**Exercise instructions:** All pictures are to be skipped; retype only the lines from the top of the entries through the line with "display:flex; align-items:center; gap:14px;", both included.

**Available records:**
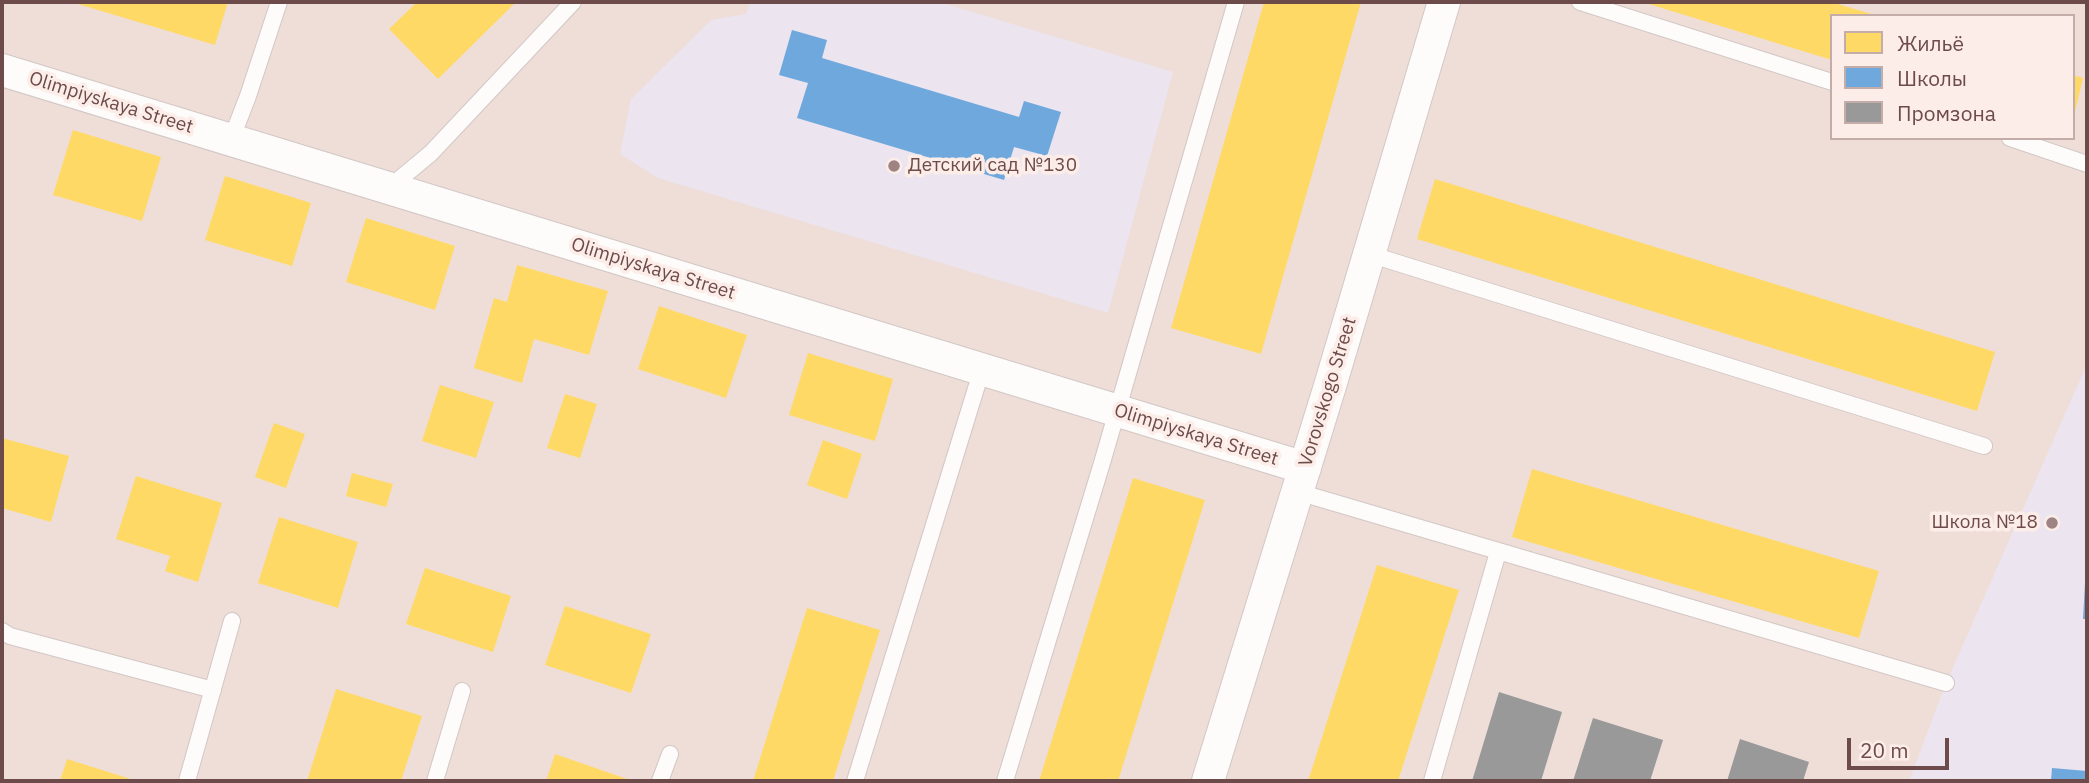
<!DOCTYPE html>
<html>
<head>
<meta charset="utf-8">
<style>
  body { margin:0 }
  #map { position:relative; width:2089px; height:783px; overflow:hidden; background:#f4ebe7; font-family:"IBM Plex Sans",sans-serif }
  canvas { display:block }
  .frame { position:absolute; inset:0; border:4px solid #6e4b4b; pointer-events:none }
  .legend { position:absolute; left:1830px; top:14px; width:245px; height:126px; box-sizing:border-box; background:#fdede8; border:2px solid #c4aca9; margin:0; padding:9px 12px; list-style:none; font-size:21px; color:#6e4b4b }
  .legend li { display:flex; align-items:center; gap:14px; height:35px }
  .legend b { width:35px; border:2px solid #c4aca9 }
  .scale { position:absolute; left:1847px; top:738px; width:102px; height:32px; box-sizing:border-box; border:4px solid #6e4b4b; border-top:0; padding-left:9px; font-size:21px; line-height:24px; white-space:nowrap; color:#6e4b4b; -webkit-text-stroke:5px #fdede8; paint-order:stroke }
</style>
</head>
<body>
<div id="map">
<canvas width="2089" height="783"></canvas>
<div class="frame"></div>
<ul class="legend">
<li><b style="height:19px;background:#ffd966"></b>Жильё</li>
<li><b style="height:19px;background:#6fa8dc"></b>Школы</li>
<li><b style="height:19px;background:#999"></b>Промзона</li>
</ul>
<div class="scale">20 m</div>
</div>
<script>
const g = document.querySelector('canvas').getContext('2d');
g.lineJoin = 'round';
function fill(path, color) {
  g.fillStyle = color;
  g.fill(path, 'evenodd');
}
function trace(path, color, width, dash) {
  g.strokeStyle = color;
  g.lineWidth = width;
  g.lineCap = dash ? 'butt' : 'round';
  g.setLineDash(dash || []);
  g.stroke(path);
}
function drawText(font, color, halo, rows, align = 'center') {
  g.font = font + ' "IBM Plex Sans",sans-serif';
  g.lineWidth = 7;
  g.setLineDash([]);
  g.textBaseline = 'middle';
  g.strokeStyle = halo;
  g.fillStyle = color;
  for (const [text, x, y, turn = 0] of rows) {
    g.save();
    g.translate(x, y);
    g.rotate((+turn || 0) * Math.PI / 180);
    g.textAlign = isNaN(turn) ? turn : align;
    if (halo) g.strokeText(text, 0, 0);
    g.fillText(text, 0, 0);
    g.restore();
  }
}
const residential = new Path2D(`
  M 2,2 L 2087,2 L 2087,781 L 2,781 ZM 1832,16 L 2073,16 L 2073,138 L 1832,138 Z`);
const education = new Path2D(`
  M 750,2 L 939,2 L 1173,72 L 1108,313 L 658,178 L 620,154 L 631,99 L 711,20 L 746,14 Z
  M 2087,364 L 2087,781 L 1909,781 L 1946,683 Z`);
const homes = new Path2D(`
  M 71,2 L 228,2 L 215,45 Z
  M 417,2 L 516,2 L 438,79 L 389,29 Z
  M 1264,2 L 1361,2 L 1261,354 L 1171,328 Z
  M 1642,2 L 1831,2 L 1875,15 L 1832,16 L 1832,60 Z
  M 2073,75 L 2083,78 L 2074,116 L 2073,116 Z
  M 73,130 L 161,157 L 142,221 L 53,195 Z
  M 225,176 L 311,203 L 292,266 L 205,240 Z
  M 1435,179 L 1995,352 L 1977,411 L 1417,239 Z
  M 366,218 L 455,246 L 435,310 L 346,282 Z
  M 517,265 L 608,291 L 589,355 L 534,339 L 522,383 L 474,368 L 494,298 L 507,302 Z
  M 659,306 L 747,335 L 726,398 L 638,369 Z
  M 808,353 L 893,379 L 875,441 L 789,415 Z
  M 440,385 L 494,402 L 476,458 L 422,441 Z
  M 565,394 L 597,404 L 580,458 L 547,448 Z
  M 274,423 L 305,434 L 286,488 L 255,477 Z
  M 2,438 L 69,456 L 51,522 L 2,508 Z
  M 823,440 L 862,454 L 847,499 L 807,485 Z
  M 1532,469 L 1879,571 L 1859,638 L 1512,537 Z
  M 352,473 L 393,484 L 386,507 L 346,496 Z
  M 136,476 L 222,503 L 198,582 L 165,571 L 170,556 L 116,539 Z
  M 1133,478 L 1205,500 L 1118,781 L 1039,781 Z
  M 279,517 L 358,542 L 338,608 L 258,583 Z
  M 1377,565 L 1459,590 L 1398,781 L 1308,781 Z
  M 425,568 L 511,596 L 493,652 L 406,624 Z
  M 565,606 L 651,634 L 631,693 L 545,665 Z
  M 807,608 L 880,630 L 833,781 L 753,781 Z
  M 336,689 L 422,716 L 401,781 L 307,781 Z
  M 555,754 L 633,781 L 546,781 Z
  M 67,759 L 137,781 L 60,781 Z`);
const schools = new Path2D(`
  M 792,30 L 827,40 L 822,58 L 1019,117 L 1024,101 L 1061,112 L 1047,156 L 1014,147 L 1004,180 L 797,118 L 808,83 L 779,75 Z
  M 2085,583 L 2087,583 L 2087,619 L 2083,619 Z
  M 2052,768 L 2087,771 L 2087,781 L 2051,781 Z`);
const industry = new Path2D(`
  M 1499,692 L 1562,712 L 1541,781 L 1472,781 Z
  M 1593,718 L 1663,740 L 1650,781 L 1573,781 Z
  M 1740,739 L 1809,762 L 1803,781 L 1727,781 Z`);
const service = new Path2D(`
  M 1580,2 L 1832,82
  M 2010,138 L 2087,164
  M 231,140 L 248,96 L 279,2
  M 389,188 L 431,153 L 573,2
  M 1369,254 L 1984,446
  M 1298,492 L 1946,683
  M 2,631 L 10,636 L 213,690
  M 187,781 L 232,621
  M 435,781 L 462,691
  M 660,781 L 670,754
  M 855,781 L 982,369
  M 1005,781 L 1102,463 L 1236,2
  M 1432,781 L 1498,552`);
const minor = new Path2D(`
  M 2,70 L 1305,468
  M 1208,781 L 1330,386 L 1444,2`);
const markers = [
  [894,166,7,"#9d8382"],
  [2052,523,7,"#9d8382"]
];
const streetNames = [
  ["Olimpiyskaya Street",111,103,17],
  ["Olimpiyskaya Street",653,269,17],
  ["Vorovskogo Street",1328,392,-73],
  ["Olimpiyskaya Street",1196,435,17]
];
const poiNames = [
  ["Детский сад №130",908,166],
  ["Школа №18",2038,523,"right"]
];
fill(residential, '#efded8');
fill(education, '#ece4ef');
fill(homes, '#ffd966');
fill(schools, '#6fa8dc');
fill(industry, '#999');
trace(service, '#d2c7c5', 18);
trace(minor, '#d2c7c5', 34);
trace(service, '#fdfcfb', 16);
trace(minor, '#fdfcfb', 32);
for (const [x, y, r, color] of markers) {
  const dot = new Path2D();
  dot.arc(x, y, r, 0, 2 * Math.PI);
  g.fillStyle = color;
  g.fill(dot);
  trace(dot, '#fdede8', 2.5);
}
drawText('19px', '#6e4b4b', '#fdede8', streetNames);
drawText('19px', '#6e4b4b', '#fdede8', poiNames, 'left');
</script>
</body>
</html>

**Task response:**
<!DOCTYPE html>
<html>
<head>
<meta charset="utf-8">
<style>
  body { margin:0 }
  #map { position:relative; width:2089px; height:783px; overflow:hidden; background:#f4ebe7; font-family:"IBM Plex Sans",sans-serif }
  canvas { display:block }
  .frame { position:absolute; inset:0; border:4px solid #6e4b4b; pointer-events:none }
  .legend { position:absolute; left:1830px; top:14px; width:245px; height:126px; box-sizing:border-box; background:#fdede8; border:2px solid #c4aca9; margin:0; padding:9px 12px; list-style:none; font-size:21px; color:#6e4b4b }
  .legend li { display:flex; align-items:center; gap:14px; height:35px }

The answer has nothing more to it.